(Entries taken from a collection)
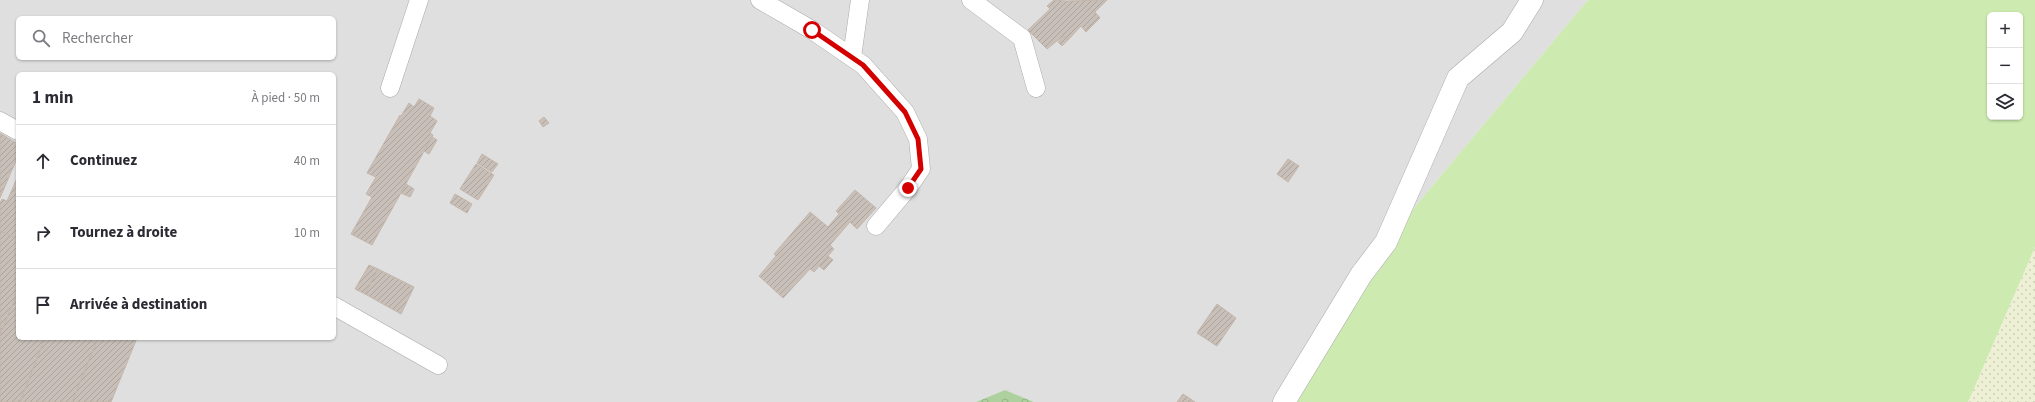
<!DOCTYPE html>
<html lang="fr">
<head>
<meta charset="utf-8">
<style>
	body { margin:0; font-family:"Source Sans 3",sans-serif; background:#f2f2f3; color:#2b2b33 }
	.controls { position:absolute; right:12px; top:12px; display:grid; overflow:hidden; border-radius:6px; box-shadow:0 1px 3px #0004 }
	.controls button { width:36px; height:36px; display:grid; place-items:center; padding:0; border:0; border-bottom:1px solid #e1e1e2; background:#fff; color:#2b2b33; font:20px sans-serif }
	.stop { position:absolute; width:12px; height:12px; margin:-9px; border:3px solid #d40000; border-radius:50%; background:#fff }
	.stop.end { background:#d40000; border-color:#fff; box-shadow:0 1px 4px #0008 }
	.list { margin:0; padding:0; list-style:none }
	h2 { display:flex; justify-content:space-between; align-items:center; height:52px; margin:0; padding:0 16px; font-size:17px }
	h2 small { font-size:13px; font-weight:400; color:#7c7c81 }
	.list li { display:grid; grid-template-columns:26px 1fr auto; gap:12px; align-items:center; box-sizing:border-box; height:72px; padding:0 16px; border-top:1px solid #e1e1e2 }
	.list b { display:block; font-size:15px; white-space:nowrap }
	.list em { font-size:13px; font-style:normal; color:#7c7c81 }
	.icon { flex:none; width:22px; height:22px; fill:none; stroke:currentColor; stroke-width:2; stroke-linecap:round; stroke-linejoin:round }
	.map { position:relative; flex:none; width:2035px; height:402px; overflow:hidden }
	.search { position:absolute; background:#fff; box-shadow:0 1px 3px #0004; left:16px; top:16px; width:320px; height:44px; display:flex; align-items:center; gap:10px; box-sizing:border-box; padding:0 14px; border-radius:6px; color:#7c7c81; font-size:15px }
	.panel { position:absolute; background:#fff; box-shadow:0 1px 3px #0004; left:16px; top:72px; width:320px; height:268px; border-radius:6px }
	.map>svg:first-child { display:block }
	.residential { fill:#e0dfdf; fill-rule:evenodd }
	.farmland { fill:url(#farmland-dots) }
	.grass { fill:#cdebb0; fill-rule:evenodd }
	.forest { fill:url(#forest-crowns) }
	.building { fill:url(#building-hatch); stroke:#c4b6ab }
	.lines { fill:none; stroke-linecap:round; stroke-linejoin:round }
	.lane-casing { stroke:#a9a9a9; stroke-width:19 }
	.street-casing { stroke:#a9a9a9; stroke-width:23 }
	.lane { stroke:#fff; stroke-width:18 }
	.street { stroke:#fff; stroke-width:22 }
	.route { stroke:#d40000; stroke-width:5 }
</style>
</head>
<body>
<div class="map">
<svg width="2035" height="402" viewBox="0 0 2035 402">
	<defs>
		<pattern id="farmland-dots" width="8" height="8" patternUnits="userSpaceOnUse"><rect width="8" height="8" fill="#eef0d5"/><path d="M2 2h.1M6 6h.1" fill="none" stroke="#ccceb7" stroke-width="1.8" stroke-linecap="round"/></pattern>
		<pattern id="forest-crowns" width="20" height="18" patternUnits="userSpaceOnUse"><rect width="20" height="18" fill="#add19e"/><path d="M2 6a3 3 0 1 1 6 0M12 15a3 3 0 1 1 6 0" fill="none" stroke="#95b388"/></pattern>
		<pattern id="building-hatch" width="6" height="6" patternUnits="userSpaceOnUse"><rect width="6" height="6" fill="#c7bfb8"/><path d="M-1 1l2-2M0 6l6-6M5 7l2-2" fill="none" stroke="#aba49e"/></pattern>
	</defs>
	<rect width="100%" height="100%" fill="#f2efe9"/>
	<path class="residential" d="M0,0H1589L1587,1L1414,208L1282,402H1034L1005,390L976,402H0ZM18,18H334V58H18ZM18,74H334V338H18Z"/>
	<path class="farmland" d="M2035,247V402H1968Z"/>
	<path class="grass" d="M1589,0H2035V247L1968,402H1282L1414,208L1587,1ZM1990,15H2020V117H1990Z"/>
	<path class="forest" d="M1005,390L1034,402H976Z"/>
	<path class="building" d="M1054,0L1066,1L1107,0L1095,12L1100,18L1086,32L1081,26L1068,40L1063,36L1047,49L1028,30L1050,9L1047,6Z
		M1063,36L1068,40L1062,46L1058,42Z
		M419,99L434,108L430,116L437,121L430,133L433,135L372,245L351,234L372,197L366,194L376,177L367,173L400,115L401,116L409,103L414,107Z
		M544,117L549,123L543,127L539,121Z
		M0,133L18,144V156L0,198Z
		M432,137L437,140L429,154L424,151Z
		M482,154L498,164L492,172L477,163Z
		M1288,159L1299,166L1288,182L1277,174Z
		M476,164L494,175L478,200L460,189Z
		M18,176V239L0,231V203L2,199L7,201Z
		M406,184L414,189L410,197L401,193Z
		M855,190L876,208L857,229L850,222L830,245L834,249L814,272L810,269L783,298L759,276L776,256L774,254L810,212L828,227L839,214L836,211Z
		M455,194L472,204L467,213L450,203Z
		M0,231L18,239V291L0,335Z
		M828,256L833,260L824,270L819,266Z
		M369,265L378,269L365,294L355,289Z
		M378,269L414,287L401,314L365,294Z
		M18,291V338H45L20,402H0V335Z
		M1217,304L1236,318L1217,346L1197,333Z
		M45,338H98L72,402H20Z
		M98,338H137L111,402H72Z
		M1183,394L1195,402H1177Z"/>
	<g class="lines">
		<g class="lane-casing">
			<path id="lane" d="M760,0L812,30L863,65L905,112L918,139L921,169L908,188L876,226
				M971,0L1022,38L1036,88
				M852,57L860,0
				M390,88L419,0
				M0,121L18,131
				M334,306L438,365"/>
		</g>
		<g class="street-casing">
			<path id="street" d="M1284,402L1361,275L1386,242L1458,78L1512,32L1532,0"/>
		</g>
		<use href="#lane" class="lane"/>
		<use href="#street" class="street"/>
	</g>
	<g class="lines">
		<path class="route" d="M812,30L863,65L905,112L918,139L921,169L908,188"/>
	</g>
</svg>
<div class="controls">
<button>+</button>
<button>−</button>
<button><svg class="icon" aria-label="layers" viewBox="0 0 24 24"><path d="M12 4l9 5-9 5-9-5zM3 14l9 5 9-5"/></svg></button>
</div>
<div class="stop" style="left:812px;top:30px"></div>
<div class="stop end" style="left:908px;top:188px"></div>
<div class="search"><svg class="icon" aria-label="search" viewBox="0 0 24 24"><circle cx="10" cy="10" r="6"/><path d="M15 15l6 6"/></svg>Rechercher</div>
<section class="panel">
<h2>1 min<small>À pied · 50 m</small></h2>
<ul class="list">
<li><svg class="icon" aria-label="ahead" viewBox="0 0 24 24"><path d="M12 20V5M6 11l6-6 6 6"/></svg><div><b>Continuez</b></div><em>40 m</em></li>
<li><svg class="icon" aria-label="right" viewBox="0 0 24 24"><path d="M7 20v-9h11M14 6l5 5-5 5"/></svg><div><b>Tournez à droite</b></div><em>10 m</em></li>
<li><svg class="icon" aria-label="arrive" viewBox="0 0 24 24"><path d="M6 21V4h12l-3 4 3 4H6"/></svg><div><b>Arrivée à destination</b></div></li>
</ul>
</section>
</div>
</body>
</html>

▶ _Task instructions_: Within the data above, the span starting at the line containing "M971,0L1022,38L1036,88" and ending at the line containing "<button>+</button>" is to be retyped exactly, with no other lines.

▶ _Answer to this problem_:
				M971,0L1022,38L1036,88
				M852,57L860,0
				M390,88L419,0
				M0,121L18,131
				M334,306L438,365"/>
		</g>
		<g class="street-casing">
			<path id="street" d="M1284,402L1361,275L1386,242L1458,78L1512,32L1532,0"/>
		</g>
		<use href="#lane" class="lane"/>
		<use href="#street" class="street"/>
	</g>
	<g class="lines">
		<path class="route" d="M812,30L863,65L905,112L918,139L921,169L908,188"/>
	</g>
</svg>
<div class="controls">
<button>+</button>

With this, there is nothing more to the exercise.